Topographic map clipped by coastlines in Python

Learn how to create visually compelling relief maps in Python by clipping topographic data to specific geographic boundaries, such as coastlines. This tutorial walks you through the process of using matplotlib and Basemap to focus your visualizations on land features within the Taiwan coastline, or alternatively, highlight bathymetric features by masking the land.

Introduction

In this post, we will walk through the process of creating a clipped relief map in Python. This technique is particularly useful for visualizing topographic data within specific geographic boundaries, such as coastlines. If you’re interested in plotting geospatial data clipped by coastlines, you can refer to our previous post here.

In this tutorial, we’ll apply a similar approach, but instead of a general geospatial dataset, we will use a 1-arc minute topographic map, which we also employed in a previous post. This allows us to generate a visually compelling map that highlights the relief of the land while masking out regions outside the coastlines.

To achieve this, we’ll leverage the Path module from matplotlib to work with the polylines representing the coastline of Taiwan. The concept is straightforward—though it may not be the most computationally efficient. We first plot the topography on the map, select the coastal polylines using Path, and then mask the regions outside the coastline with a specified color, such as light blue for the sea.

Creating a Clipped Relief Map: Step by Step

Step 1: Setting Up the Basemap

We start by importing the necessary libraries, including Basemap from mpl_toolkits.basemap, matplotlib, and netCDF4 for handling gridded datasets like ETOPO1. This dataset provides global topography data at a 1-arc minute resolution, which we will use for our map.

from mpl_toolkits.basemap import Basemap
import matplotlib.pyplot as plt
import numpy as np
import netCDF4
from matplotlib.colors import LightSource
from matplotlib.patches import Path, PathPatch

etopo_file = "/Users/utpalkumar50/Documents/bin/ETOPO1_Bed_g_gmt4.grd"

lonmin, lonmax = 119.5, 122.5
latmin, latmax = 21.5, 25.5

fig, ax = plt.subplots(figsize=(10, 10))
map = Basemap(projection='merc', resolution='f', area_thresh=10000., 
              llcrnrlon=lonmin, llcrnrlat=latmin, urcrnrlon=lonmax, urcrnrlat=latmax)

Step 2: Loading and Preparing the Topographic Data

Next, we load the ETOPO1 data and extract the relevant sections based on our specified latitude and longitude ranges.
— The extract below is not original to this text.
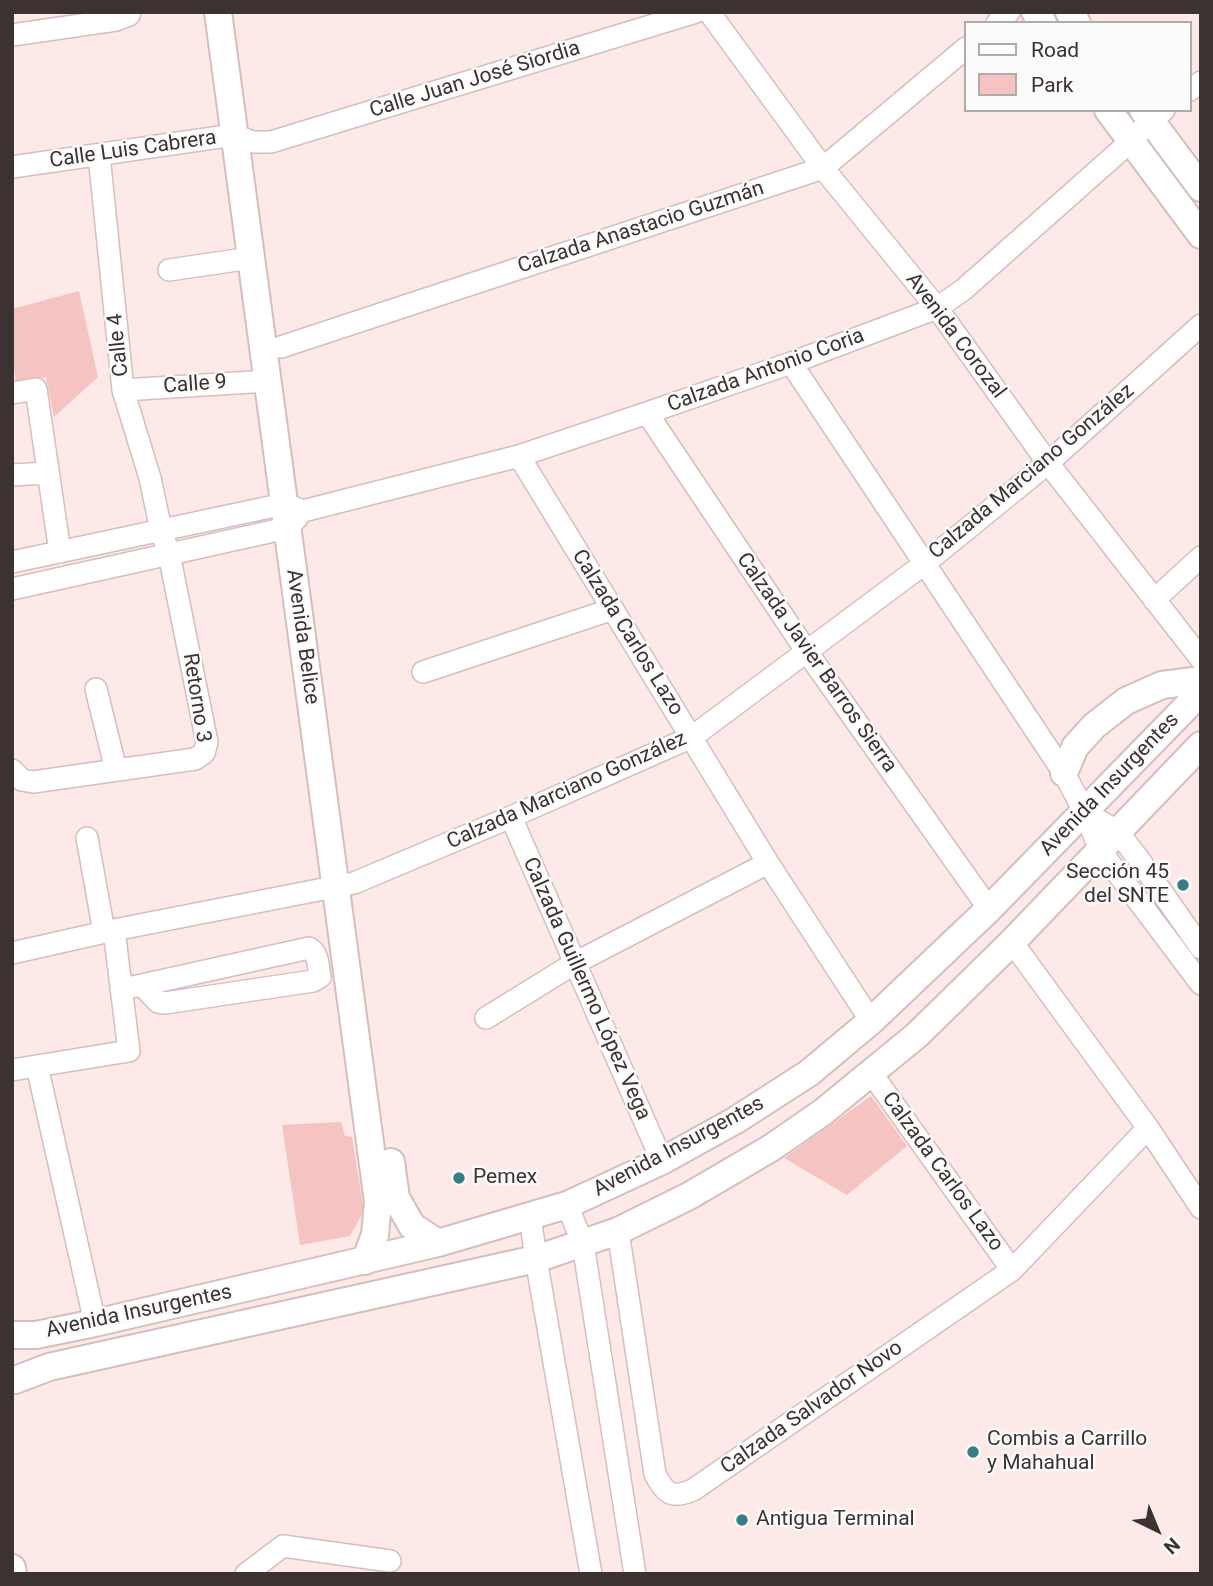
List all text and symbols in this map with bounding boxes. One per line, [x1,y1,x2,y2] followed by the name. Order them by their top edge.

The data is then sliced to focus on the region around Taiwan.

f = netCDF4.Dataset(etopo_file)
lons = f.variables['lon'][:]
lats = f.variables['lat'][:]
etopo = f.variables['z'][:]

lonmin, lonmax = lonmin - 1, lonmax + 1
latmin, latmax = latmin - 1, latmax + 1

lons_col_index = np.where((lons > lonmin) & (lons < lonmax))[0]
lats_col_index = np.where((lats > latmin) & (lats < latmax))[0]

etopo_sl = etopo[lats_col_index[0]:lats_col_index[-1]+1, lons_col_index[0]:lons_col_index[-1]+1]
lons_sl, lats_sl = np.meshgrid(lons[lons_col_index], lats[lats_col_index])

Step 3: Shading the Relief Map

To create a visually appealing relief map, we use LightSource to add shading, which enhances the three-dimensional appearance of the topography.

ls = LightSource(azdeg=315, altdeg=45)
rgb = ls.shade(np.array(etopo_sl), cmap=plt.cm.terrain, vert_exag=1, blend_mode='soft')

map.imshow(rgb, zorder=2, alpha=0.8, cmap=plt.cm.terrain, interpolation='bilinear')
map.drawcoastlines(color='k', linewidth=1, zorder=3)
map.drawcountries(color='k', linewidth=1, zorder=3)

Step 4: Masking the Regions Outside the Coastline

To highlight the land features within Taiwan while masking out the surrounding sea, we create a PathPatch using the coastline polygons. The patch is then added to the plot, effectively hiding the regions outside the specified boundaries.

x0, x1 = ax.get_xlim()
y0, y1 = ax.get_ylim()
map_edges = np.array([[x0, y0], [x1, y0], [x1, y1], [x0, y1]])
polys = [p.boundary for p in map.landpolygons]
polys = [map_edges] + polys[:]
codes = [[Path.MOVETO] + [Path.LINETO for _ in p[1:]] for p in polys]
verts = [v for p in polys for v in p]
codes = [code for cs in codes for code in cs]

path = Path(verts, codes)
patch = PathPatch(path, facecolor='lightblue', edgecolor='none', zorder=4)

ax.add_patch(patch)
plt.savefig('station_map_masked.png', bbox_inches='tight', dpi=300)
plt.close('all')

Step 5: Reversing the Mask

It’s also possible to reverse the masking, keeping the bathymetric features of the sea while masking out the land regions. This can be done by adjusting the facecolor in the PathPatch.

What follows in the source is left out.